__PROBLEM TO WORK ON__
Check every line of the records below for the string "list", then report only how many lines have it.

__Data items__
BEGIN
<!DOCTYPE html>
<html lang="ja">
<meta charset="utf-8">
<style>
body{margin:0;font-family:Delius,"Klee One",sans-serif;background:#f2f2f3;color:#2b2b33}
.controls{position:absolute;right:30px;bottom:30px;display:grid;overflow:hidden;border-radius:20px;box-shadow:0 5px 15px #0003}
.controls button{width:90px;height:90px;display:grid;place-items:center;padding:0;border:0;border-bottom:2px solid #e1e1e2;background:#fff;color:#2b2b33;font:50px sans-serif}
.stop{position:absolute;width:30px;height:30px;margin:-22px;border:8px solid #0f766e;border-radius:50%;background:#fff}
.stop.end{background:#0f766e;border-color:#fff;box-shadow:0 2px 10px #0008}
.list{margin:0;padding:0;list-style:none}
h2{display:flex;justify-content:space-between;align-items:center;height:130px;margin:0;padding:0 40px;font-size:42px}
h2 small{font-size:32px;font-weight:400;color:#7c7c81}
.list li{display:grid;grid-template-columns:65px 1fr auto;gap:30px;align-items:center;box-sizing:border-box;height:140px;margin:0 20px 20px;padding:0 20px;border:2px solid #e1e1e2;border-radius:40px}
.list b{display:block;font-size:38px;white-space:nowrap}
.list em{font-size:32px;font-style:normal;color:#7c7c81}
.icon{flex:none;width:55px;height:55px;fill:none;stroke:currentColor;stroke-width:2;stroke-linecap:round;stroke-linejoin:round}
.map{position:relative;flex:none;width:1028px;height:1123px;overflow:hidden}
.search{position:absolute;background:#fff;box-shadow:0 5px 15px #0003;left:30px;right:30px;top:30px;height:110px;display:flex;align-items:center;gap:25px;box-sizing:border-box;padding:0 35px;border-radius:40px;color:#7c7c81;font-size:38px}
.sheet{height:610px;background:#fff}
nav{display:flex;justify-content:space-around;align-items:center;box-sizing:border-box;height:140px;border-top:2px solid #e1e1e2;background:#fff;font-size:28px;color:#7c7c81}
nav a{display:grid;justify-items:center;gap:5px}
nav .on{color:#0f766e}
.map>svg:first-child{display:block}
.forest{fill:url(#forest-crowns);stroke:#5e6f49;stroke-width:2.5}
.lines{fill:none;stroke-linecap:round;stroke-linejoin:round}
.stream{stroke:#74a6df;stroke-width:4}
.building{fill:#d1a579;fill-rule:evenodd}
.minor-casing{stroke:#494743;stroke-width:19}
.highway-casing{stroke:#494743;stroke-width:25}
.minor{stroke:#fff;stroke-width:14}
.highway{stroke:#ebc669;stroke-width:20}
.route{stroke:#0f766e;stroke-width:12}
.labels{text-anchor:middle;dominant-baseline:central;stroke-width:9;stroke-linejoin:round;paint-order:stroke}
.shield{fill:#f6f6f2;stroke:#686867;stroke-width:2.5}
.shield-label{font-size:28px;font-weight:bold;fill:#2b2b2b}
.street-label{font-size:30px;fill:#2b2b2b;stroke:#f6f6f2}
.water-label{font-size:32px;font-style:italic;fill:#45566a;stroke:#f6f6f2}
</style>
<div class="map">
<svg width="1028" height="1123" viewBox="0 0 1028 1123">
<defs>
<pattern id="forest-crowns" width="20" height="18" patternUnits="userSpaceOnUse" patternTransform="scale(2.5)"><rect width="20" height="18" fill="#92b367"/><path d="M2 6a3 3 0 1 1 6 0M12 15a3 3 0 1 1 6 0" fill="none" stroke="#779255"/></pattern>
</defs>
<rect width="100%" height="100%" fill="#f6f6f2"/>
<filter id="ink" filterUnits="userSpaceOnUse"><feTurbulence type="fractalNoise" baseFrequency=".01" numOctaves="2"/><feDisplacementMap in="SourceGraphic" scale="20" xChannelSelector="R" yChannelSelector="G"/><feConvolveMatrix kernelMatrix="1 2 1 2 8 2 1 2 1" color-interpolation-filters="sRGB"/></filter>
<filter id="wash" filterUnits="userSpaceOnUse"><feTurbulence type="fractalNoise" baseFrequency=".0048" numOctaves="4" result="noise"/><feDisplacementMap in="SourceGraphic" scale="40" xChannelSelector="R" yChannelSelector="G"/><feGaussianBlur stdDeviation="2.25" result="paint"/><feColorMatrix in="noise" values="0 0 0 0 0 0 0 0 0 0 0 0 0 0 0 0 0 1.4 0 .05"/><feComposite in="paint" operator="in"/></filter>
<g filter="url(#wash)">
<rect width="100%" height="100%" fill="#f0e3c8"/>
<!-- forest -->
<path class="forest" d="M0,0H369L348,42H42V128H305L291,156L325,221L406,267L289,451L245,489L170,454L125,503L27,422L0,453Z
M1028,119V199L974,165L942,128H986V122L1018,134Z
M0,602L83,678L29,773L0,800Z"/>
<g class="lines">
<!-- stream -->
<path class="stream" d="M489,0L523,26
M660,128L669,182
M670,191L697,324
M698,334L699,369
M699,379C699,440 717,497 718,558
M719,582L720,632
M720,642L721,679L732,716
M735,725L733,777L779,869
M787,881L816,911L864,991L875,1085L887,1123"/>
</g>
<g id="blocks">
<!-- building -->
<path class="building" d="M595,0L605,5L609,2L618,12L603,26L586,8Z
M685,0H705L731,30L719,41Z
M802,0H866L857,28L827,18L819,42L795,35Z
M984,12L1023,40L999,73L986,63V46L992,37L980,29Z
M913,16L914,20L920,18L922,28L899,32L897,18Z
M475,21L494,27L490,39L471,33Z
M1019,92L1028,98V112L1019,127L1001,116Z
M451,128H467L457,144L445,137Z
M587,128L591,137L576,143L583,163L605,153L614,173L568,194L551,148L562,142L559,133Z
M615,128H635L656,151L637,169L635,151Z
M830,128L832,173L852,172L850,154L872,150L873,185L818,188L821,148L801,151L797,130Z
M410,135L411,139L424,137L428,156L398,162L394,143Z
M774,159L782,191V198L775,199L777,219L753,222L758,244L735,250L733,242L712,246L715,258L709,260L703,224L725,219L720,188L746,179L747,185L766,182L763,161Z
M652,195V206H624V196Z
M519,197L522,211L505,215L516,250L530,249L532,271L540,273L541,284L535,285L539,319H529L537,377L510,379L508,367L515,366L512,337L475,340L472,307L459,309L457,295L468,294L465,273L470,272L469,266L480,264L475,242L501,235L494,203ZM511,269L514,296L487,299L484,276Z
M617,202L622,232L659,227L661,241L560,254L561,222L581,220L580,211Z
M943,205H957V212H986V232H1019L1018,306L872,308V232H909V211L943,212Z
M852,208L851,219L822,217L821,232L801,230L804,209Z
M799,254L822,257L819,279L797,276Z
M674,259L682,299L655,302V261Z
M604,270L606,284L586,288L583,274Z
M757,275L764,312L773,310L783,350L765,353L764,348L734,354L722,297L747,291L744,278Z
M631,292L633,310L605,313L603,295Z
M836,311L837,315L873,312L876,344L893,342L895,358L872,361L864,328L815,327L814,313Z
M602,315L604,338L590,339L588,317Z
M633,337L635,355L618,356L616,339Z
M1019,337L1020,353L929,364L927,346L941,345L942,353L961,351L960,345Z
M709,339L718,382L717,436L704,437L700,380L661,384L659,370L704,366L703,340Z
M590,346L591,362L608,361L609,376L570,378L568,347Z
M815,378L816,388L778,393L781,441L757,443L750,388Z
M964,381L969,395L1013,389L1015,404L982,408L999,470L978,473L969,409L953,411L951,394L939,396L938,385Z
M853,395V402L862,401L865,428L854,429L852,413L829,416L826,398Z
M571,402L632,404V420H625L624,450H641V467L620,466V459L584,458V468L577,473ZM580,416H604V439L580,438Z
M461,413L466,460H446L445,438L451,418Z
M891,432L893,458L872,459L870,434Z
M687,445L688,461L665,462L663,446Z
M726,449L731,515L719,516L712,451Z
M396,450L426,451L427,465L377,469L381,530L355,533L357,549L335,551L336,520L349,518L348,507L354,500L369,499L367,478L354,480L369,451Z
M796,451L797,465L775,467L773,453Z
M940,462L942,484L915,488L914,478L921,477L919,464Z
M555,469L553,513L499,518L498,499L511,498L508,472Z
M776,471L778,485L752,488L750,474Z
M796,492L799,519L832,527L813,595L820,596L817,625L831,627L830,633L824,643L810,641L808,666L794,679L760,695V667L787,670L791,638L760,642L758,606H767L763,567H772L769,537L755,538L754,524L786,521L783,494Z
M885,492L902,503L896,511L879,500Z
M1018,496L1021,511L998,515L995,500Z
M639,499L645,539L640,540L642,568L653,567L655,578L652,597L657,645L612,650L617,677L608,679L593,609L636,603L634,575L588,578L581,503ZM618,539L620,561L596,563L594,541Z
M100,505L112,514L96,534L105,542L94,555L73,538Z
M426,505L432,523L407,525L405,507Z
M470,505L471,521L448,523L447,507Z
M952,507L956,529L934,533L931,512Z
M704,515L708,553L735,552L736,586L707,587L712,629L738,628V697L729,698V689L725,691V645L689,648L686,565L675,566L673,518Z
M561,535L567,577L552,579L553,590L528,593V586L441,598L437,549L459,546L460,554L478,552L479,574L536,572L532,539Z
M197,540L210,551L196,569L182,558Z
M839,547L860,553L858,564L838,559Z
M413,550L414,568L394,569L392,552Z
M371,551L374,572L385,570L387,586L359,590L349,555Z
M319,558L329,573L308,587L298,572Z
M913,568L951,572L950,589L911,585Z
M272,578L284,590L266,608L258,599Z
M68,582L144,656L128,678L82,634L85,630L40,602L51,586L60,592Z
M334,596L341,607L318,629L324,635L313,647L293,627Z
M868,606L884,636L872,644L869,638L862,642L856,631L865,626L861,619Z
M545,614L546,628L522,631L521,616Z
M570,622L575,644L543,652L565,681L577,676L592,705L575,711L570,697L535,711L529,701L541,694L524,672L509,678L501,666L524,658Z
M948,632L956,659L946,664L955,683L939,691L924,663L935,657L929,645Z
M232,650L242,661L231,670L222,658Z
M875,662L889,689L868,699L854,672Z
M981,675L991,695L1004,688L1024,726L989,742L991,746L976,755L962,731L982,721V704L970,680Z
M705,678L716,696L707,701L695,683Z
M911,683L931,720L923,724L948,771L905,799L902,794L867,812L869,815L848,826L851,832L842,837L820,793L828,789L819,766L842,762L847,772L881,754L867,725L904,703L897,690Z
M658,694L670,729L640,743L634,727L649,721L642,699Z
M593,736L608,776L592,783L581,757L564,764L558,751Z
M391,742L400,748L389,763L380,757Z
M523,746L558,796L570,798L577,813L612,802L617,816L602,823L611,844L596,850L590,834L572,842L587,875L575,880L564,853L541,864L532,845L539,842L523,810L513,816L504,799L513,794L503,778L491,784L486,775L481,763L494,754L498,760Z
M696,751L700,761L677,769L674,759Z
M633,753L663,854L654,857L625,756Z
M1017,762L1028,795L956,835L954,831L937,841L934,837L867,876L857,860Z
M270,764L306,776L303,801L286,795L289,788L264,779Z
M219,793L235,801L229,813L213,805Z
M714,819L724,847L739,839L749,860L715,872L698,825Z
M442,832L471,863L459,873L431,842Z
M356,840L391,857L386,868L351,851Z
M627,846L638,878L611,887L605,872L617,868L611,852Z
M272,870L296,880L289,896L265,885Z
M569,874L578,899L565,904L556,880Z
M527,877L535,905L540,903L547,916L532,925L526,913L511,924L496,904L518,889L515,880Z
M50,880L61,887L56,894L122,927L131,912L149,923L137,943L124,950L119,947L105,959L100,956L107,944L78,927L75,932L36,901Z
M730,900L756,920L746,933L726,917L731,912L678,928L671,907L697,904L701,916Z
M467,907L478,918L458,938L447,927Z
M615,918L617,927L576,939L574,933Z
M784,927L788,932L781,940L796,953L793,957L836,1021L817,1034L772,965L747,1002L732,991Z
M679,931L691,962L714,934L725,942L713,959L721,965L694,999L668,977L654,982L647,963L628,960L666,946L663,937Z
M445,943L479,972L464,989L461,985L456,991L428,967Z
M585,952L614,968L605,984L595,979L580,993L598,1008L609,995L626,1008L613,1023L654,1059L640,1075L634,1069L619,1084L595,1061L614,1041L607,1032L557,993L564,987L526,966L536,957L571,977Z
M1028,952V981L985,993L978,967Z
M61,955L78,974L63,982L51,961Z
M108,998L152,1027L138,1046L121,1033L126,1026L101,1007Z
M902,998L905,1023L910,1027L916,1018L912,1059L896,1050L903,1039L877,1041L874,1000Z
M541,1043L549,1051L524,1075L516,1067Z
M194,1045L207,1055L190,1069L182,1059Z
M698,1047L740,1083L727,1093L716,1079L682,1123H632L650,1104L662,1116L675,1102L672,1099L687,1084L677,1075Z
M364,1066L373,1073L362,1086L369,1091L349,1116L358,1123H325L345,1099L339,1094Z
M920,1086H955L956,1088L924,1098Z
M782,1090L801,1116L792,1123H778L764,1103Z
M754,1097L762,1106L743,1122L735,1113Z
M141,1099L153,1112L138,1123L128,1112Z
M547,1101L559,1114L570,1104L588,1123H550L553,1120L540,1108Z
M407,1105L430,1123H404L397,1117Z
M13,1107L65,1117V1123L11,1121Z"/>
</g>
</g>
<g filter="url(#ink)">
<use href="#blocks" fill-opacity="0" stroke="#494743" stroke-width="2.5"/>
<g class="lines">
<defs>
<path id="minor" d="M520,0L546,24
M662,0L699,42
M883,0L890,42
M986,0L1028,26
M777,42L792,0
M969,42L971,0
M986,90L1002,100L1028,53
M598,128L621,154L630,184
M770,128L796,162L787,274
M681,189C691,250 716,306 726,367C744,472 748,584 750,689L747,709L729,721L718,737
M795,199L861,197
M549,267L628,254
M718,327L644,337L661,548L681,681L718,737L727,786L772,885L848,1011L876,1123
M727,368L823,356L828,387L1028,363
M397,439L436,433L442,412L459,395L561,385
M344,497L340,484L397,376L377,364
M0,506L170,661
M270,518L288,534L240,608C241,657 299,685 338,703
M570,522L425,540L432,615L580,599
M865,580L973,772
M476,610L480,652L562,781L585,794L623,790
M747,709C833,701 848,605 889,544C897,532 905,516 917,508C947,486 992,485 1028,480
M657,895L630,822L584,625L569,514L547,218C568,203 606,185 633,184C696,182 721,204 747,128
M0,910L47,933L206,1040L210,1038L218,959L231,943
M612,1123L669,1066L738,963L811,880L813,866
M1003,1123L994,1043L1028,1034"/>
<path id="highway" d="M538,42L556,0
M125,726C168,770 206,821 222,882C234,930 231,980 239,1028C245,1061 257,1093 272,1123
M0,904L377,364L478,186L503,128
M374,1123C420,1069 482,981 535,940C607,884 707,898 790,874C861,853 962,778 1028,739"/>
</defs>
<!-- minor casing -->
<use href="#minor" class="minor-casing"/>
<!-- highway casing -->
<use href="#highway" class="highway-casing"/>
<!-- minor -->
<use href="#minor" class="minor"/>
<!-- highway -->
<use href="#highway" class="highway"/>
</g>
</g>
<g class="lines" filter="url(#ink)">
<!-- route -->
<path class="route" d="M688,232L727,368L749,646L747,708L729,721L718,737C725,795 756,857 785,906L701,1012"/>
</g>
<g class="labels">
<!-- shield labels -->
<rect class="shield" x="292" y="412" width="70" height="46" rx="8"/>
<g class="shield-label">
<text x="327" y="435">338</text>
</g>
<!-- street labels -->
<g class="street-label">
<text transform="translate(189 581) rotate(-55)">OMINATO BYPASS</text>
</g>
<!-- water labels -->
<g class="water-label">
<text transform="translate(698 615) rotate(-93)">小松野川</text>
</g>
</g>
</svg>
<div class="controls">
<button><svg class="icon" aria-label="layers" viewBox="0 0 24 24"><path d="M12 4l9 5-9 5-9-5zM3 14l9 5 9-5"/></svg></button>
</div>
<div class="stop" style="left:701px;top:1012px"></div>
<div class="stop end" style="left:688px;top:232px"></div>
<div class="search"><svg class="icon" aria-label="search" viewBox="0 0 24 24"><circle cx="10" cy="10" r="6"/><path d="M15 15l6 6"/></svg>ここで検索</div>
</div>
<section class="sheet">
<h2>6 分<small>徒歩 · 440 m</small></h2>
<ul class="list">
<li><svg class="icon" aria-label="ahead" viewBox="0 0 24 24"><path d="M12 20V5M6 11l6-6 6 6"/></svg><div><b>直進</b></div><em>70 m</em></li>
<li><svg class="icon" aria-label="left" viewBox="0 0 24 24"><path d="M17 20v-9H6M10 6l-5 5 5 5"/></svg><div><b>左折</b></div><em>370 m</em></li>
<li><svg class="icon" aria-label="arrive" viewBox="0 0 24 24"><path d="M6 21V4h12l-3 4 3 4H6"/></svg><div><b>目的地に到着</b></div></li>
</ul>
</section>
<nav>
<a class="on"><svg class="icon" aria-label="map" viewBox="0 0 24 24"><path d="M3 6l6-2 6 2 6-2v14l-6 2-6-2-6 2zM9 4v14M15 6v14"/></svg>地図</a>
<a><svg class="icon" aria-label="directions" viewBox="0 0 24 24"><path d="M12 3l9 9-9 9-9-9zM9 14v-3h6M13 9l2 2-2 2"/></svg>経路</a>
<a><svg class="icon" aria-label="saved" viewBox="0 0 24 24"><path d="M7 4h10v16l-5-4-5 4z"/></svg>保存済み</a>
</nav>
END
__THE ANSWER__
5